さっきふたりは姉妹みたいだ、と思ったのがゆたかにも通じたのか。
「お菓子!」
女の子は甘いものが好きだ。
私も例に漏れず勿論好きだが、「お菓子!」と言うゆたかがとても可愛くて思わず笑った。
「あー、笑ったー」
「ごめん。何か凄い可愛くて」
「やっぱ苺ましまろは通じないよね・・・」
プチチーズケーキの箱を見せながらちょっとため息がこぼれたようだ。

何だかよく分からない行動はさておき、
お菓子も買った私たちはベンチで一休みしてから店の外へ出た。
みゆきさんと二人で来た道を今はこうしてゆたかと並んで歩いている。
いつも通る道なのに目の前には少し違う景色が広がる。
不思議がる私にゆたかは「どうしたの?」という目でこちらを見上げる。
深めに被った帽子から覗くその保護欲をそそる表情、男の子なら一発で恋に落ちるだろう。

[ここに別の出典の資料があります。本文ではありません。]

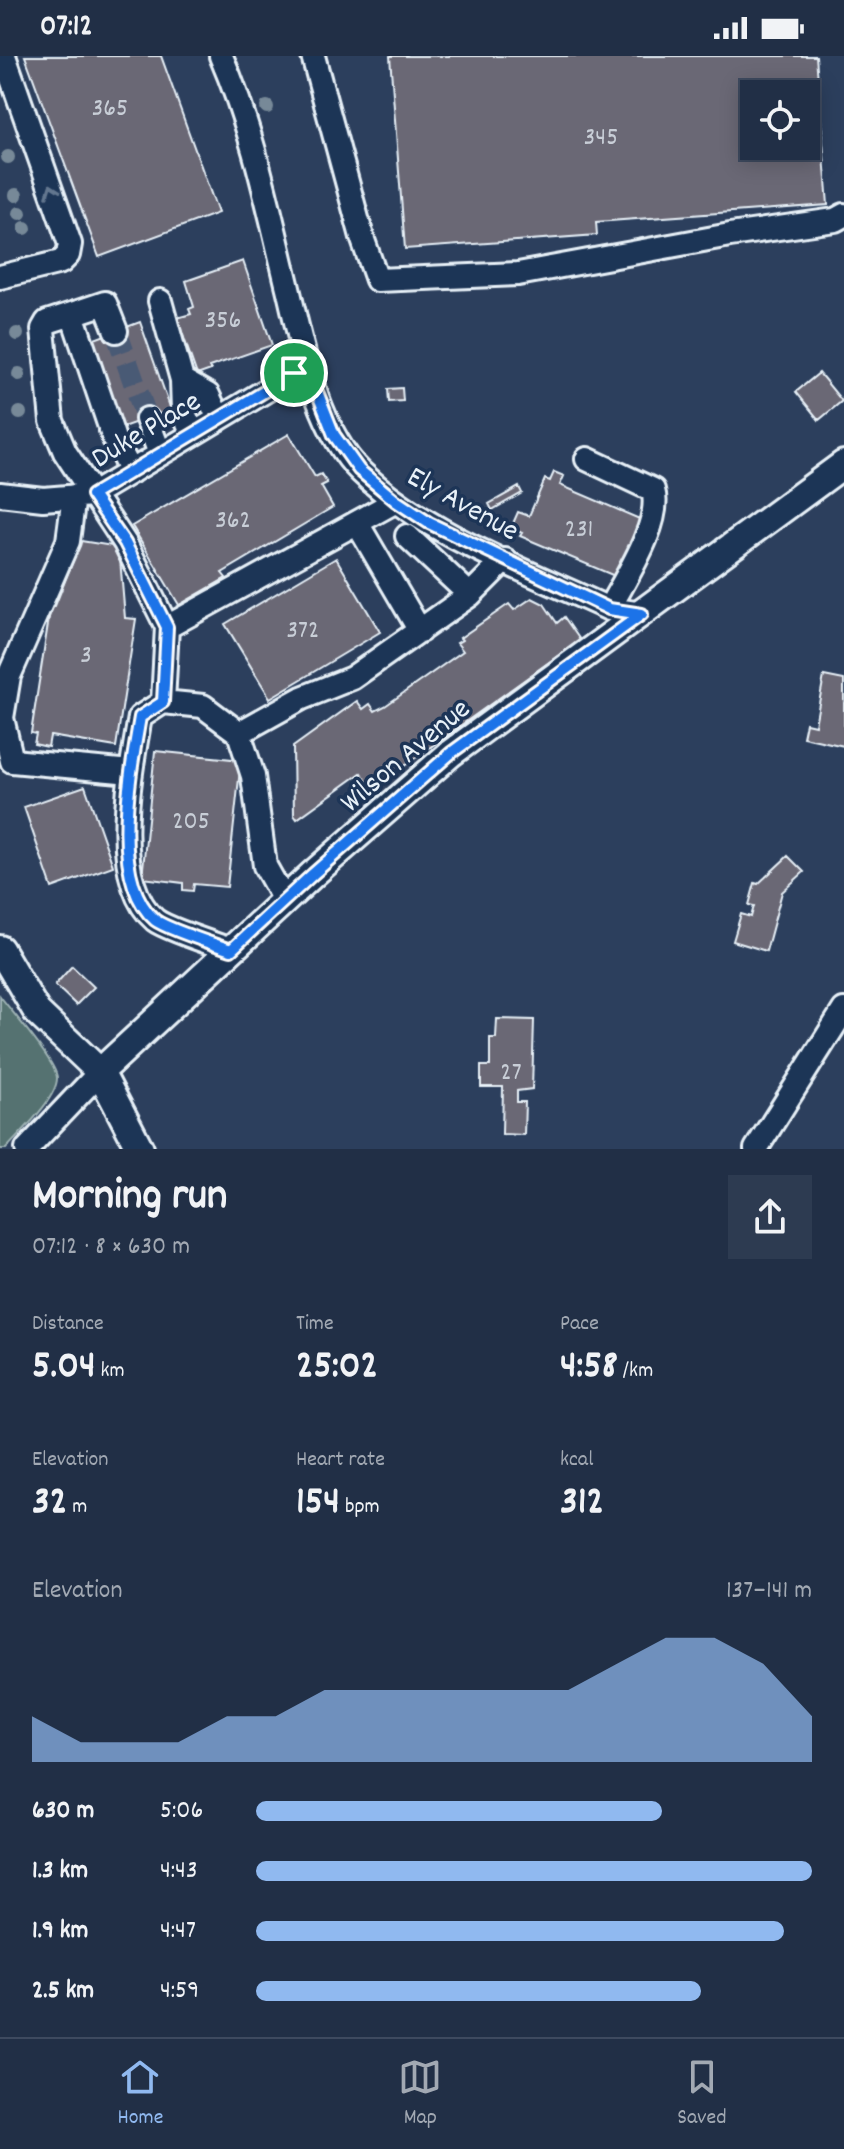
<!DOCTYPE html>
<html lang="en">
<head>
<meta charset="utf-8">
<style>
	:root { --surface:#212f46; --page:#2d3b51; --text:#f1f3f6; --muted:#a2a9b3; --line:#3e4a5f; --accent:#90b9f0 }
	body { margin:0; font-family:Dekko,sans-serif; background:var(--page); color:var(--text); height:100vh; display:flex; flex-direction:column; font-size:30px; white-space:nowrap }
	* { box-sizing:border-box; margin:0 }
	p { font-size:26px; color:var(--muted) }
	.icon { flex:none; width:44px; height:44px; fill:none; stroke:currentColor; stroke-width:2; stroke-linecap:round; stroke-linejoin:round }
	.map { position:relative; height:1093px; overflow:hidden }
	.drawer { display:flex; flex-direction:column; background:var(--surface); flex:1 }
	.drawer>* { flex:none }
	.fabs { position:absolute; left:740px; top:24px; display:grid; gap:16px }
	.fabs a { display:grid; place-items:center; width:80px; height:80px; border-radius:0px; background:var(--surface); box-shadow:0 4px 20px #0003,0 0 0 2px var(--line); font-size:40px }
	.pin { position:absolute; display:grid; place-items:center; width:68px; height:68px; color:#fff; margin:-34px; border:4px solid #fff; border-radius:50%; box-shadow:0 2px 8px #0007 }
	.round { display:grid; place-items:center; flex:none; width:84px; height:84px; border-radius:0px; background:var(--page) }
	.summary { display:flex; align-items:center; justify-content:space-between; height:136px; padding:0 32px }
	h1 { font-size:44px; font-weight:800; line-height:60px }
	.figures { display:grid; grid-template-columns:repeat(3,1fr); gap:12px; height:136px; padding:8px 32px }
	.figures div { display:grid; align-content:center }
	.figures b { font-size:40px; font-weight:800 }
	.figures small { font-size:22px; font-weight:400 }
	.figures p { font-size:22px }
	.chart { height:224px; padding:16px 32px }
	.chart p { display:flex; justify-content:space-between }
	.chart svg { width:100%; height:144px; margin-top:8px; fill:var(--accent); opacity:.7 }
	ul { padding:0 32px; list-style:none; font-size:26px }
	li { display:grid; grid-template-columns:128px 96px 1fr; align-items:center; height:60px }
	li i { height:20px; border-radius:10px; background:var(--accent) }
	.status { display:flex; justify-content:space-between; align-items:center; height:56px; padding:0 40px; background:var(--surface); direction:ltr }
	.status svg { height:22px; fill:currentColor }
	.dock { display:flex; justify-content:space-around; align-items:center; height:112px; border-top:2px solid var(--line); background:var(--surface); font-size:22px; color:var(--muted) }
	.dock a { display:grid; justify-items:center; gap:4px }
	.dock .active { color:var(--accent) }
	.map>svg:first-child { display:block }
	.green { fill:#557271; stroke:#9eb2b4; stroke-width:2 }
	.building { fill:#6a6775; stroke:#e8f1f8; stroke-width:2; fill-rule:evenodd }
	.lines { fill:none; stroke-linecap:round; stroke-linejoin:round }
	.minor-tunnel { stroke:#485a74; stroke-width:22; stroke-dasharray:22 11; stroke-linecap:butt }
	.minor-casing { stroke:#e8f1f8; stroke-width:28 }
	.major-casing { stroke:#e8f1f8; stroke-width:32 }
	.minor { stroke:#1d3557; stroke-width:22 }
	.major { stroke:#1d3557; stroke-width:26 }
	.tree { fill:#778998 }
	.oneway { stroke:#64778f }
	.route-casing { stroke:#fff; stroke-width:16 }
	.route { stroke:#1a73e8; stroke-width:10 }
	.labels { text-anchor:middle; stroke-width:7; stroke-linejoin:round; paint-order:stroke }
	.number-label { font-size:26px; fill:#c8ced7 }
	.street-label { font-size:30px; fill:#e8f1f8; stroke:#1d3557 }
</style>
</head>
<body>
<div class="status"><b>07:12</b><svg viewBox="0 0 49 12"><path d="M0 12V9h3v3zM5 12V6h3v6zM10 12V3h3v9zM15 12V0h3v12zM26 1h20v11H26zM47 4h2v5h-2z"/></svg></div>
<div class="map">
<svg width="844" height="1093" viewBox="0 0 844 1093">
	<rect width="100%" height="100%" fill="#2c3f5d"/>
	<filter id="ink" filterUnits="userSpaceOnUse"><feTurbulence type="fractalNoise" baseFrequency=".0125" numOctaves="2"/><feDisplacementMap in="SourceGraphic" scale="16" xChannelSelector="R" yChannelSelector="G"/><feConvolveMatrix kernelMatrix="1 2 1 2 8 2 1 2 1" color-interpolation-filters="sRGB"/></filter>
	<g filter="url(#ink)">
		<path class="green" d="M0 940C11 955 57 1007 57 1022 57 1043 20 1077 6 1093H0Z"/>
		<path class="building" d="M25 0H161L218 157 99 201Z
			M390 0H816L828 149 596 166 597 179 405 193ZM754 38H806V90H754Z
			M243 205 272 289 209 311 211 314 197 319 177 262 191 258 189 253 194 251 186 225Z
			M140 266 171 354 120 372 89 285Z
			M819 317 842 345 819 364 796 336Z
			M402 332 403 345 389 346 388 333Z
			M289 378 315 421 321 418 327 427 321 430 333 451 222 517 226 522 179 549 132 470Z
			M554 416 564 420 560 429 642 464 617 521 520 480 522 477 511 472 518 456 529 460 545 423 550 425Z
			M519 431 522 437 492 454 489 448Z
			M81 485 119 491 125 562 136 563 116 691 50 680 48 691 34 688 36 678 31 677 50 555H47L48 549 55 550Z
			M336 502 380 576 270 642 225 568Z
			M532 542 544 548 557 567 564 561 580 584 372 733 361 717 297 763 294 759 293 691 357 645 363 653 370 648 375 655 385 650 463 595 457 587 462 584 460 582 509 548 514 554Z
			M824 620 844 624V690L803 681 806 667 815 669Z
			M155 695 241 704 227 831 194 828 193 835 183 834V827L142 822Z
			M85 730 113 810 52 832 24 751Z
			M788 800 804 816 782 836 766 895 733 885 741 858 751 861 754 850 749 849 755 827 758 828Z
			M72 910 94 931 76 949 55 929Z
			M497 963 534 964 532 1033 517 1035V1046H525L524 1079 502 1078 503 1031H481V1010H490V982H496Z"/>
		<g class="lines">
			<path class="minor-tunnel" d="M116 275 147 363"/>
			<g class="minor-casing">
				<path id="minor" d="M221 0C253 74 269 154 288 232 302 290 317 373 361 416 426 479 528 515 609 553L642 558
					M313 0 362 181 377 224 518 218 730 179 835 164 844 159
					M0 221 61 206 68 199 70 188 4 0
					M160 245 182 324 183 355 193 378
					M72 258 105 247 116 275
					M182 324 208 339 219 363
					M147 363 160 398
					M587 403 653 434C663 466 624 524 609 553
					M131 416 114 383 72 258 47 266 43 273 52 365 65 396 125 487 167 571
					M0 438 43 443 92 439 307 310
					M74 440 68 485 9 620 2 662 12 705 131 716
					M357 467 420 575
					M407 480 470 539
					M163 646 167 571 396 445
					M239 677 302 642 352 622 470 539 505 504
					M231 894C216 889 165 872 155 864 108 823 131 715 140 661L163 646 203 650 239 677 253 720 265 810 284 844
					M27 1093 100 1016
					M756 1093 844 954"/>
			</g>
			<g class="major-casing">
				<path id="major" d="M0 893 37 956 100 1016 140 1093
					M100 1016 313 818 451 697 844 408"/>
			</g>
			<use href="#minor" class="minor"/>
			<use href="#major" class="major"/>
		</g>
		<g class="tree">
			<circle cx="267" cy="51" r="7"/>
			<circle cx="8" cy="101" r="7"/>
			<circle cx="16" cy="139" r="7"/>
			<circle cx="20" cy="157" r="7"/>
			<circle cx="25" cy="172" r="7"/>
			<circle cx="17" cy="278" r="7"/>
			<circle cx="19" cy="318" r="7"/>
			<circle cx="20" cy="357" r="7"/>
		</g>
		<defs><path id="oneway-chevron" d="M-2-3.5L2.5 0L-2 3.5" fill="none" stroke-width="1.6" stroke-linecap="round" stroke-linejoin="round" transform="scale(2)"/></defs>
		<use class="oneway" href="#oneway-chevron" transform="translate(52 134) rotate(-110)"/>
	</g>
	<g class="lines" filter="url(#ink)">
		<g class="route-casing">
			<path id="route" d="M307 310 334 379 359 414 396 445 429 467 609 553 642 558 451 697 313 818 231 894C216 889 165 872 155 864 108 823 131 715 140 661L163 646 167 571 125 487 92 439Z"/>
		</g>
		<use href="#route" class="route"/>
	</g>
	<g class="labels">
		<g class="number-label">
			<text x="110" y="59">365</text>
			<text x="601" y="88">345</text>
			<text x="223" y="271">356</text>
			<text x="233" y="471">362</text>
			<text x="579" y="480">231</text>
			<text x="303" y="581">372</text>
			<text x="86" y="606">3</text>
			<text x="191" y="772">205</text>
			<text x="511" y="1023">27</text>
		</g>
		<g class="street-label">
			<text transform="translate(145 372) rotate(-31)" y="10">Duke Place</text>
			<text transform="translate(464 446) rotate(29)" y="10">Ely Avenue</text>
			<text transform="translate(404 698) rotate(-40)" y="10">Wilson Avenue</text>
		</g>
	</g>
</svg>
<div class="fabs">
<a><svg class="icon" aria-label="locate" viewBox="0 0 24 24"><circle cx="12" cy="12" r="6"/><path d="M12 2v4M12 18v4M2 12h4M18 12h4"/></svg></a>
</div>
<div class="pin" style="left:294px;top:317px;background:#1e9e55"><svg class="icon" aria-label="arrive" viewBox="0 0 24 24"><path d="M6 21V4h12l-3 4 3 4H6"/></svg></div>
</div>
<section class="drawer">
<div class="summary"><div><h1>Morning run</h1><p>07:12 · 8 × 630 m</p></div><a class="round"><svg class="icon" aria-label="share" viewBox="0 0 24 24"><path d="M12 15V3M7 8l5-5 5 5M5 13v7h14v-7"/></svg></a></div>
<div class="figures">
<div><p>Distance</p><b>5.04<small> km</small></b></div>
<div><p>Time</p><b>25:02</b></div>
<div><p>Pace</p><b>4:58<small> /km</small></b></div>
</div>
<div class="figures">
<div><p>Elevation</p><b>32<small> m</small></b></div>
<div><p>Heart rate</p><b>154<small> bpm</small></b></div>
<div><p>kcal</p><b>312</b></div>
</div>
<div class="chart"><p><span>Elevation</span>137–141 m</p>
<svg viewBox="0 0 160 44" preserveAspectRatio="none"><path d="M0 44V30L10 38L20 38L30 38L40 30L50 30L60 22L70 22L80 22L90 22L100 22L110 22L120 14L130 6L140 6L150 14L160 30V44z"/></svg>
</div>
<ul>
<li><b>630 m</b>5:06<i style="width:73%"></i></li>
<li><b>1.3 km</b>4:43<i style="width:100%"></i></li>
<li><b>1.9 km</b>4:47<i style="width:95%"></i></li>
<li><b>2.5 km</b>4:59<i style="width:80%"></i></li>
</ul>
</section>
<nav class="dock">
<a class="active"><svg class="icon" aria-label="home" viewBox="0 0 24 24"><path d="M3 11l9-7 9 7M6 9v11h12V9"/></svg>Home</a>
<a><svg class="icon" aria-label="map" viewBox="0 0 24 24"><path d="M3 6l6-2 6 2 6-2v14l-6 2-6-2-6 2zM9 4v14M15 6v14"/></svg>Map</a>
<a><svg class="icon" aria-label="saved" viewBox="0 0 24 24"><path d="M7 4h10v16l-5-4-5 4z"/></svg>Saved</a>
</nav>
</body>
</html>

「何でもない。ちょっと景色が変わって見えるなって思っただけだよ」
「そうだね。私服でみなみちゃんと会うのって何か特別な感じだね。いつも制服だからさ」
そうか、今日は友達と遊ぶ日。
なんでもないことを改めて言葉にするとちょっと恥ずかしいのは何故?
小学生に戻ったみたいな、この落ち着かなくて走り出したくなる気持ち。
実際この思うままに走ったらゆたかを置いていってしまうから止めておくけど
ああ、とても久しぶりな感じがする。
街路樹の葉は日差しを跳ね返していて、それを見てひとつ深呼吸をした。
気づくとゆたかは私の横から消え

「みなみちゃん、行こ」
ふいに駆け出し無邪気な笑顔で振り返った。
その小さな背中に追いつくまで、あと五メートル。